[Start of Attachment]

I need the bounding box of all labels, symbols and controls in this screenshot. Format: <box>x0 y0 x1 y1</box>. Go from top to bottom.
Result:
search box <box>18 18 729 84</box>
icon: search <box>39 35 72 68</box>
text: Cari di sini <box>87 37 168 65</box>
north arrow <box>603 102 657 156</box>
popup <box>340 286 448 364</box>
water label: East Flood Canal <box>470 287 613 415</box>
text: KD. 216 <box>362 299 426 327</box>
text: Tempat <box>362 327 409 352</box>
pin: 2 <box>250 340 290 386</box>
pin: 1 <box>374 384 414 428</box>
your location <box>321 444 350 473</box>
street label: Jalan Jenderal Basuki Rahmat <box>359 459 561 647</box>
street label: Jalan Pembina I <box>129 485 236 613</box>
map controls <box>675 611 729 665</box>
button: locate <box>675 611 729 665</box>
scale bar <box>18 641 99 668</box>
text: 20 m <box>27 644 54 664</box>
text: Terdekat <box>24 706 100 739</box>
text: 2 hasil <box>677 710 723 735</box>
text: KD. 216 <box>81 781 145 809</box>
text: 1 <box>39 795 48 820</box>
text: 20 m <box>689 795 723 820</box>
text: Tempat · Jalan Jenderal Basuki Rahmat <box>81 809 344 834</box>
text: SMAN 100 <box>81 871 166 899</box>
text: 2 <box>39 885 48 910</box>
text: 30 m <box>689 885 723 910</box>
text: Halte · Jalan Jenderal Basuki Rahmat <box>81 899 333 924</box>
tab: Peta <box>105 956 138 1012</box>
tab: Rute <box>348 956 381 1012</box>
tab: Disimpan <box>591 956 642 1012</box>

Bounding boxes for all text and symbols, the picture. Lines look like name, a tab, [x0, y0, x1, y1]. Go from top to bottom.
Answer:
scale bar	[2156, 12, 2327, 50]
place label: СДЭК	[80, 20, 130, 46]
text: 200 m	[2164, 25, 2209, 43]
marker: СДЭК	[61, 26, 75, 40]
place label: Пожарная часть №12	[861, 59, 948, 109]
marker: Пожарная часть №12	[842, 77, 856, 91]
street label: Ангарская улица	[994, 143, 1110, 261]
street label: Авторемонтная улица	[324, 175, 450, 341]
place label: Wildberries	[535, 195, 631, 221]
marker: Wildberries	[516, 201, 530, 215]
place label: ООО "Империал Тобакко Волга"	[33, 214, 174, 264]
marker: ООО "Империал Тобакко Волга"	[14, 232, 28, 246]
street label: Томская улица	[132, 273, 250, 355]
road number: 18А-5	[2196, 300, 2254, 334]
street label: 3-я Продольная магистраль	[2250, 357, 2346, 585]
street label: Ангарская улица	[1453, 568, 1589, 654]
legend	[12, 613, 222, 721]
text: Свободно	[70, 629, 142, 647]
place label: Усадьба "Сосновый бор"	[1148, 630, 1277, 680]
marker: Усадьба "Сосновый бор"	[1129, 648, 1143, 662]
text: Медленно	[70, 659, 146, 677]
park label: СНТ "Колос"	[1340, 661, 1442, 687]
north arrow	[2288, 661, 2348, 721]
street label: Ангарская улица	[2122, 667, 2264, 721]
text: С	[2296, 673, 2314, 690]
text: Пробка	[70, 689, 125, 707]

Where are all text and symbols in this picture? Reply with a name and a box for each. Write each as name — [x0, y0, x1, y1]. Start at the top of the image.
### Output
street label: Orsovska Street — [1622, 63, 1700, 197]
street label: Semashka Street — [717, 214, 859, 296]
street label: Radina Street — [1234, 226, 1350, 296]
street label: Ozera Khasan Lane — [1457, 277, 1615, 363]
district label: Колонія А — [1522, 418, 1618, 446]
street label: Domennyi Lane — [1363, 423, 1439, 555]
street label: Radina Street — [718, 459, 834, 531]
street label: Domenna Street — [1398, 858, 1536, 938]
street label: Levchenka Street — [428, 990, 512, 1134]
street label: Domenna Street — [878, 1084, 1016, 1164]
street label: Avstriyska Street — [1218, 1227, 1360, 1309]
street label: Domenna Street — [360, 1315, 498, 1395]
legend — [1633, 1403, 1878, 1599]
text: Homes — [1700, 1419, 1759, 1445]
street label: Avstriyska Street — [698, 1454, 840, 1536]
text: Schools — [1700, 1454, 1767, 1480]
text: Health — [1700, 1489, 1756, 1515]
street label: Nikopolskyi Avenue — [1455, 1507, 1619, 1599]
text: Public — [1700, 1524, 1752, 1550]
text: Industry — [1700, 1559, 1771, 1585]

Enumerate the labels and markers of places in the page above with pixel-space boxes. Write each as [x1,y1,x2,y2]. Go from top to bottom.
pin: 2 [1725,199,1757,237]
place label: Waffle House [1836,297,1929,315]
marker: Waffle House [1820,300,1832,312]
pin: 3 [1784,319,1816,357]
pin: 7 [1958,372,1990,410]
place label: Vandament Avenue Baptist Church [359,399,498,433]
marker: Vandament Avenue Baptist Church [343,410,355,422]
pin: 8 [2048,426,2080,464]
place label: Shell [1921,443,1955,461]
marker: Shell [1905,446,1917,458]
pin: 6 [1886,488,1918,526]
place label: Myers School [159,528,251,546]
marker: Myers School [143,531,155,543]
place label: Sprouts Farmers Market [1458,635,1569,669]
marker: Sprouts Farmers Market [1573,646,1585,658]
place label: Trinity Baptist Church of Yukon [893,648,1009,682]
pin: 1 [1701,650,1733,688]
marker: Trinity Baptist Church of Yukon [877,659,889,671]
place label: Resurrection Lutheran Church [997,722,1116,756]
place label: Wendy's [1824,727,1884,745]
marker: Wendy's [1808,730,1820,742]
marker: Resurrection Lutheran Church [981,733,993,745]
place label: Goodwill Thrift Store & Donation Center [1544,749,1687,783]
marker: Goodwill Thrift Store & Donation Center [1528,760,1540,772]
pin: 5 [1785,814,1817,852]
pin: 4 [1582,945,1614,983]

[End of Attachment]

▶ **PROBLEM**: Nothing in the listing should be left out; repeat it exactly.

▶ **ANSWER AREA**:
I need the bounding box of all labels, symbols and controls in this screenshot. Format: <box>x0 y0 x1 y1</box>. Go from top to bottom.
Result:
search box <box>18 18 729 84</box>
icon: search <box>39 35 72 68</box>
text: Cari di sini <box>87 37 168 65</box>
north arrow <box>603 102 657 156</box>
popup <box>340 286 448 364</box>
water label: East Flood Canal <box>470 287 613 415</box>
text: KD. 216 <box>362 299 426 327</box>
text: Tempat <box>362 327 409 352</box>
pin: 2 <box>250 340 290 386</box>
pin: 1 <box>374 384 414 428</box>
your location <box>321 444 350 473</box>
street label: Jalan Jenderal Basuki Rahmat <box>359 459 561 647</box>
street label: Jalan Pembina I <box>129 485 236 613</box>
map controls <box>675 611 729 665</box>
button: locate <box>675 611 729 665</box>
scale bar <box>18 641 99 668</box>
text: 20 m <box>27 644 54 664</box>
text: Terdekat <box>24 706 100 739</box>
text: 2 hasil <box>677 710 723 735</box>
text: KD. 216 <box>81 781 145 809</box>
text: 1 <box>39 795 48 820</box>
text: 20 m <box>689 795 723 820</box>
text: Tempat · Jalan Jenderal Basuki Rahmat <box>81 809 344 834</box>
text: SMAN 100 <box>81 871 166 899</box>
text: 2 <box>39 885 48 910</box>
text: 30 m <box>689 885 723 910</box>
text: Halte · Jalan Jenderal Basuki Rahmat <box>81 899 333 924</box>
tab: Peta <box>105 956 138 1012</box>
tab: Rute <box>348 956 381 1012</box>
tab: Disimpan <box>591 956 642 1012</box>

Bounding boxes for all text and symbols, the picture. Lines look like name, a tab, [x0, y0, x1, y1]. Go from top to bottom.
Answer:
scale bar	[2156, 12, 2327, 50]
place label: СДЭК	[80, 20, 130, 46]
text: 200 m	[2164, 25, 2209, 43]
marker: СДЭК	[61, 26, 75, 40]
place label: Пожарная часть №12	[861, 59, 948, 109]
marker: Пожарная часть №12	[842, 77, 856, 91]
street label: Ангарская улица	[994, 143, 1110, 261]
street label: Авторемонтная улица	[324, 175, 450, 341]
place label: Wildberries	[535, 195, 631, 221]
marker: Wildberries	[516, 201, 530, 215]
place label: ООО "Империал Тобакко Волга"	[33, 214, 174, 264]
marker: ООО "Империал Тобакко Волга"	[14, 232, 28, 246]
street label: Томская улица	[132, 273, 250, 355]
road number: 18А-5	[2196, 300, 2254, 334]
street label: 3-я Продольная магистраль	[2250, 357, 2346, 585]
street label: Ангарская улица	[1453, 568, 1589, 654]
legend	[12, 613, 222, 721]
text: Свободно	[70, 629, 142, 647]
place label: Усадьба "Сосновый бор"	[1148, 630, 1277, 680]
marker: Усадьба "Сосновый бор"	[1129, 648, 1143, 662]
text: Медленно	[70, 659, 146, 677]
park label: СНТ "Колос"	[1340, 661, 1442, 687]
north arrow	[2288, 661, 2348, 721]
street label: Ангарская улица	[2122, 667, 2264, 721]
text: С	[2296, 673, 2314, 690]
text: Пробка	[70, 689, 125, 707]

Where are all text and symbols in this picture? Reply with a name and a box for each. Write each as name — [x0, y0, x1, y1]. Start at the top of the image.
### Output
street label: Orsovska Street — [1622, 63, 1700, 197]
street label: Semashka Street — [717, 214, 859, 296]
street label: Radina Street — [1234, 226, 1350, 296]
street label: Ozera Khasan Lane — [1457, 277, 1615, 363]
district label: Колонія А — [1522, 418, 1618, 446]
street label: Domennyi Lane — [1363, 423, 1439, 555]
street label: Radina Street — [718, 459, 834, 531]
street label: Domenna Street — [1398, 858, 1536, 938]
street label: Levchenka Street — [428, 990, 512, 1134]
street label: Domenna Street — [878, 1084, 1016, 1164]
street label: Avstriyska Street — [1218, 1227, 1360, 1309]
street label: Domenna Street — [360, 1315, 498, 1395]
legend — [1633, 1403, 1878, 1599]
text: Homes — [1700, 1419, 1759, 1445]
street label: Avstriyska Street — [698, 1454, 840, 1536]
text: Schools — [1700, 1454, 1767, 1480]
text: Health — [1700, 1489, 1756, 1515]
street label: Nikopolskyi Avenue — [1455, 1507, 1619, 1599]
text: Public — [1700, 1524, 1752, 1550]
text: Industry — [1700, 1559, 1771, 1585]

Enumerate the labels and markers of places in the page above with pixel-space boxes. Write each as [x1,y1,x2,y2]. Go from top to bottom.
pin: 2 [1725,199,1757,237]
place label: Waffle House [1836,297,1929,315]
marker: Waffle House [1820,300,1832,312]
pin: 3 [1784,319,1816,357]
pin: 7 [1958,372,1990,410]
place label: Vandament Avenue Baptist Church [359,399,498,433]
marker: Vandament Avenue Baptist Church [343,410,355,422]
pin: 8 [2048,426,2080,464]
place label: Shell [1921,443,1955,461]
marker: Shell [1905,446,1917,458]
pin: 6 [1886,488,1918,526]
place label: Myers School [159,528,251,546]
marker: Myers School [143,531,155,543]
place label: Sprouts Farmers Market [1458,635,1569,669]
marker: Sprouts Farmers Market [1573,646,1585,658]
place label: Trinity Baptist Church of Yukon [893,648,1009,682]
pin: 1 [1701,650,1733,688]
marker: Trinity Baptist Church of Yukon [877,659,889,671]
place label: Resurrection Lutheran Church [997,722,1116,756]
place label: Wendy's [1824,727,1884,745]
marker: Wendy's [1808,730,1820,742]
marker: Resurrection Lutheran Church [981,733,993,745]
place label: Goodwill Thrift Store & Donation Center [1544,749,1687,783]
marker: Goodwill Thrift Store & Donation Center [1528,760,1540,772]
pin: 5 [1785,814,1817,852]
pin: 4 [1582,945,1614,983]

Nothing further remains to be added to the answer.